### [Required work]
Every word in the data below belongs in your copy, exactly as given; the pictures do not.

### [Saved entries]
----

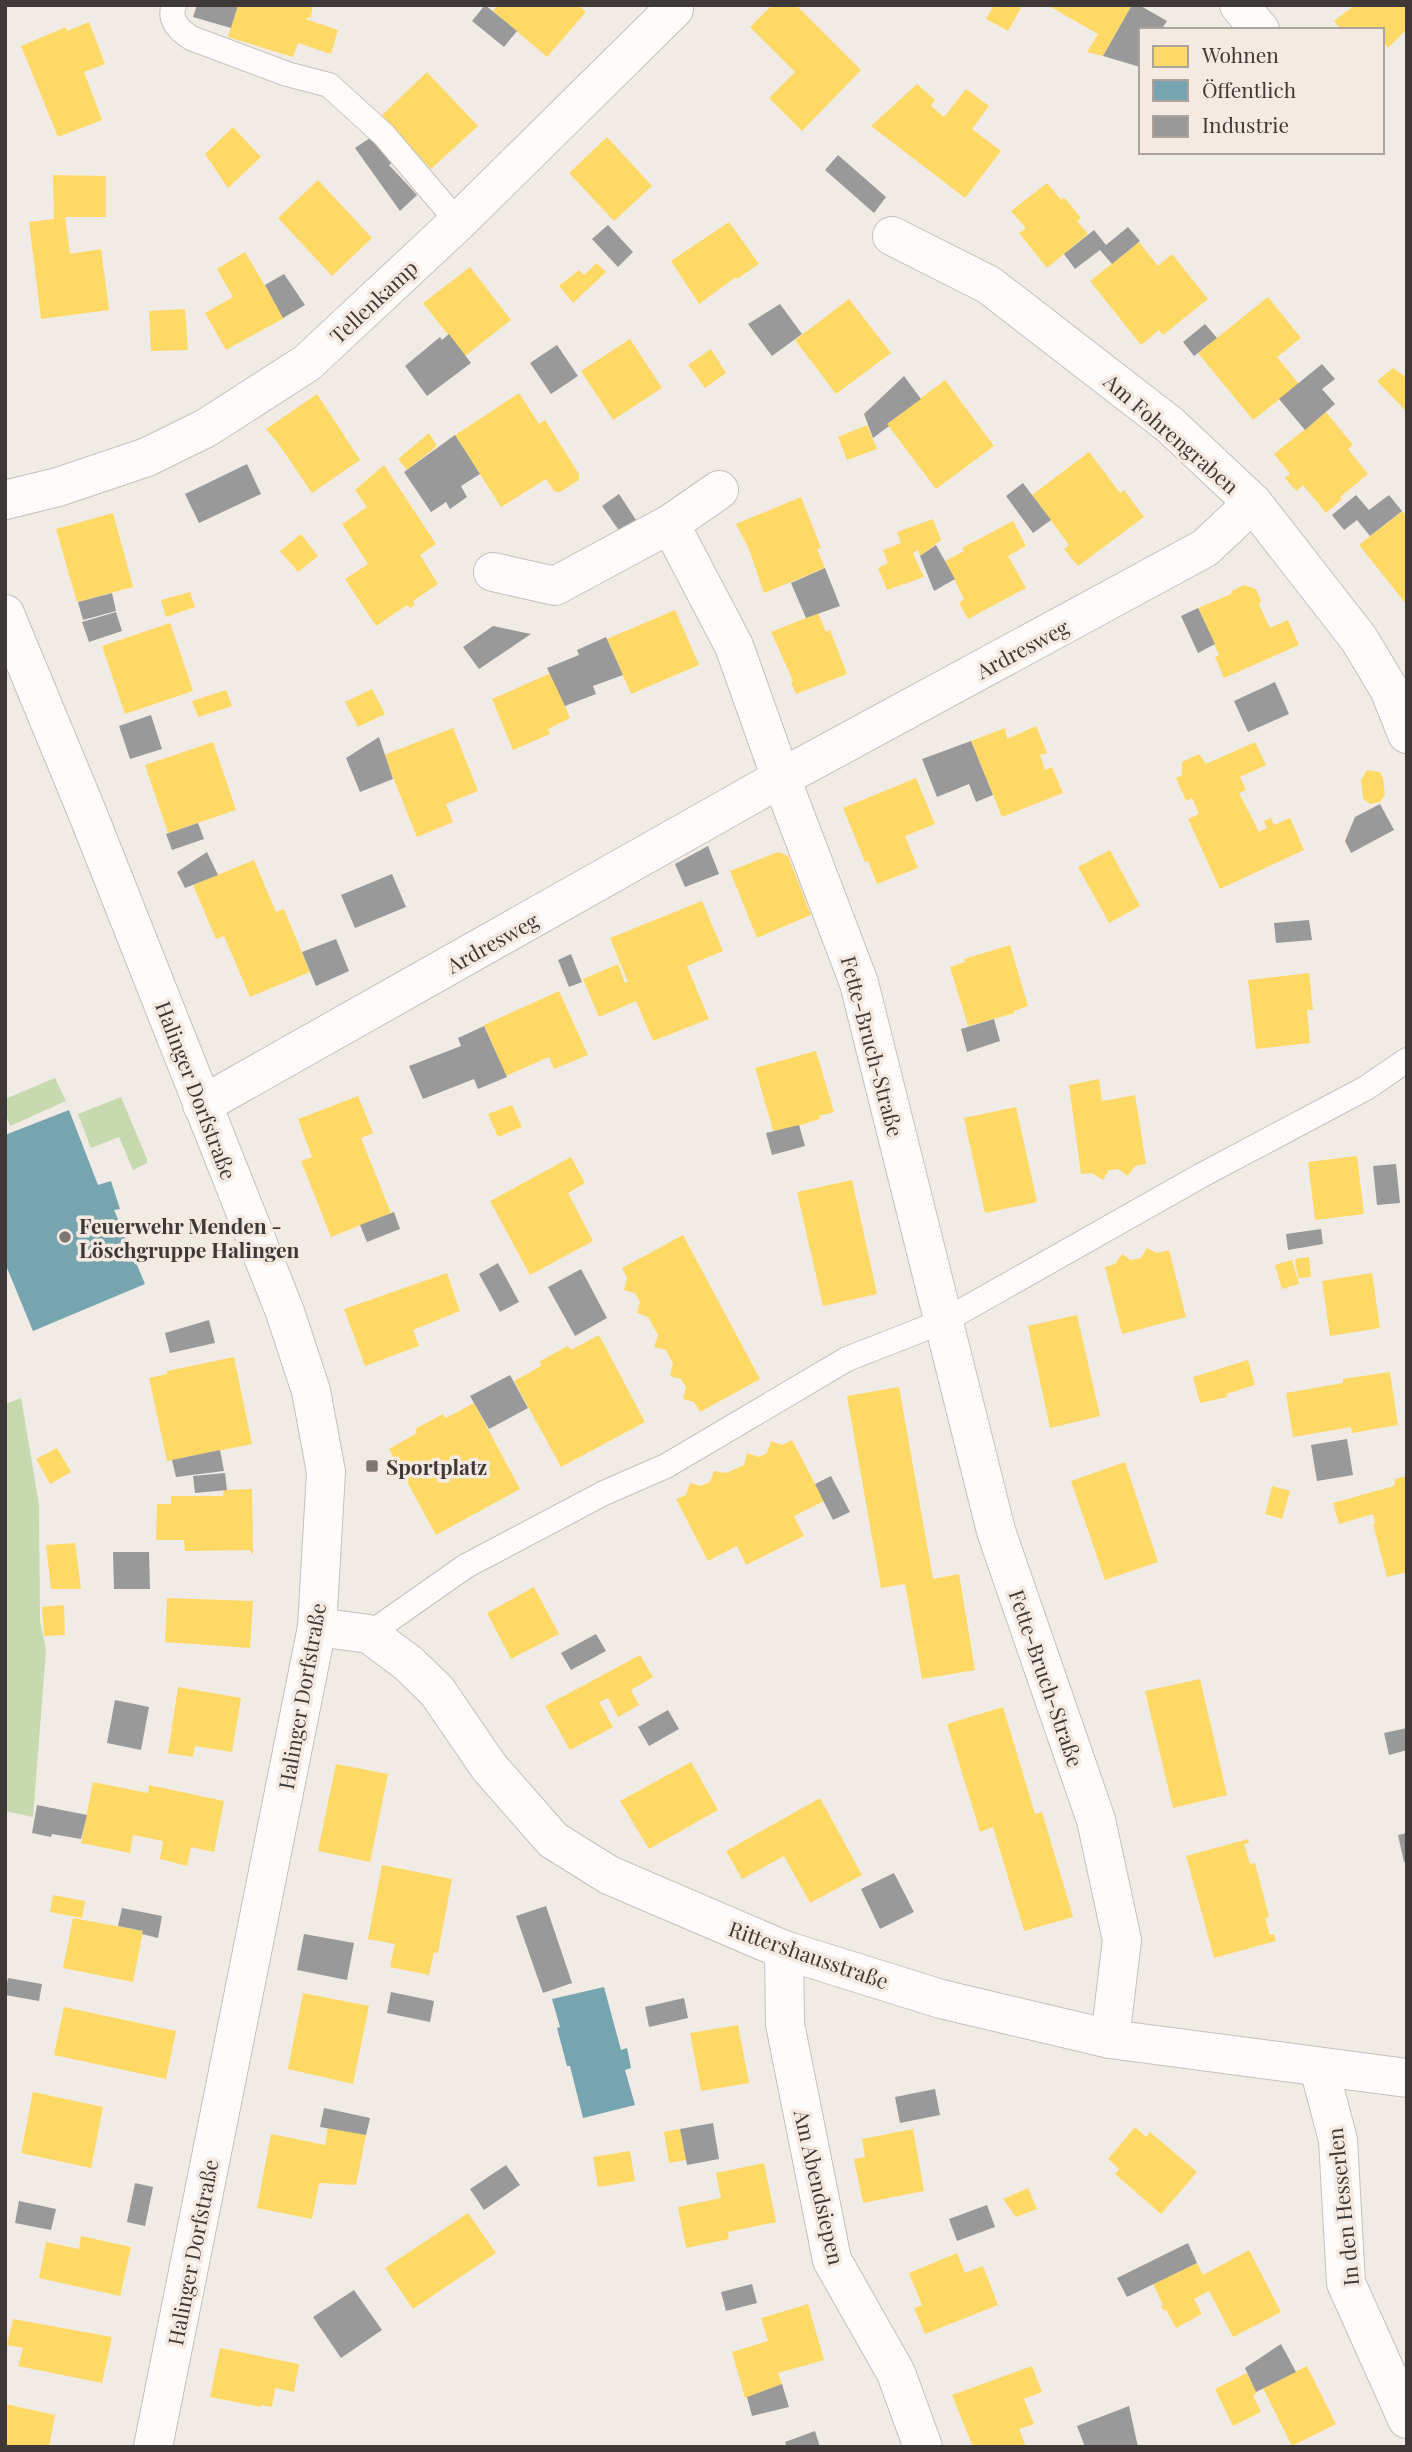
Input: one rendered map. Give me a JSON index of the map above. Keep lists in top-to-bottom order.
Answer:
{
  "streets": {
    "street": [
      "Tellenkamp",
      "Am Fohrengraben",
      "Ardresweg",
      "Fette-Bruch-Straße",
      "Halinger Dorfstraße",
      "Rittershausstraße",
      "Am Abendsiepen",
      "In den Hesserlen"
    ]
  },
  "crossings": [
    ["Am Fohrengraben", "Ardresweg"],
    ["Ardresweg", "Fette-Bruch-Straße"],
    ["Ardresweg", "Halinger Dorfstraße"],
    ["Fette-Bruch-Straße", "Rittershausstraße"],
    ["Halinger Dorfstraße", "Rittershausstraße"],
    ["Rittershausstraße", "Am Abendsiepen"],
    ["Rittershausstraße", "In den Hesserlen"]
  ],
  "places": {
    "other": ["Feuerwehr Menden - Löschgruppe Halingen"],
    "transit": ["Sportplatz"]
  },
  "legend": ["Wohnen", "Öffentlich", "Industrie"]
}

----

### [Reply to the task]
Input: one rendered map. Give me a JSON index of the map above. Keep lists in top-to-bottom order.
Answer:
{
  "streets": {
    "street": [
      "Tellenkamp",
      "Am Fohrengraben",
      "Ardresweg",
      "Fette-Bruch-Straße",
      "Halinger Dorfstraße",
      "Rittershausstraße",
      "Am Abendsiepen",
      "In den Hesserlen"
    ]
  },
  "crossings": [
    ["Am Fohrengraben", "Ardresweg"],
    ["Ardresweg", "Fette-Bruch-Straße"],
    ["Ardresweg", "Halinger Dorfstraße"],
    ["Fette-Bruch-Straße", "Rittershausstraße"],
    ["Halinger Dorfstraße", "Rittershausstraße"],
    ["Rittershausstraße", "Am Abendsiepen"],
    ["Rittershausstraße", "In den Hesserlen"]
  ],
  "places": {
    "other": ["Feuerwehr Menden - Löschgruppe Halingen"],
    "transit": ["Sportplatz"]
  },
  "legend": ["Wohnen", "Öffentlich", "Industrie"]
}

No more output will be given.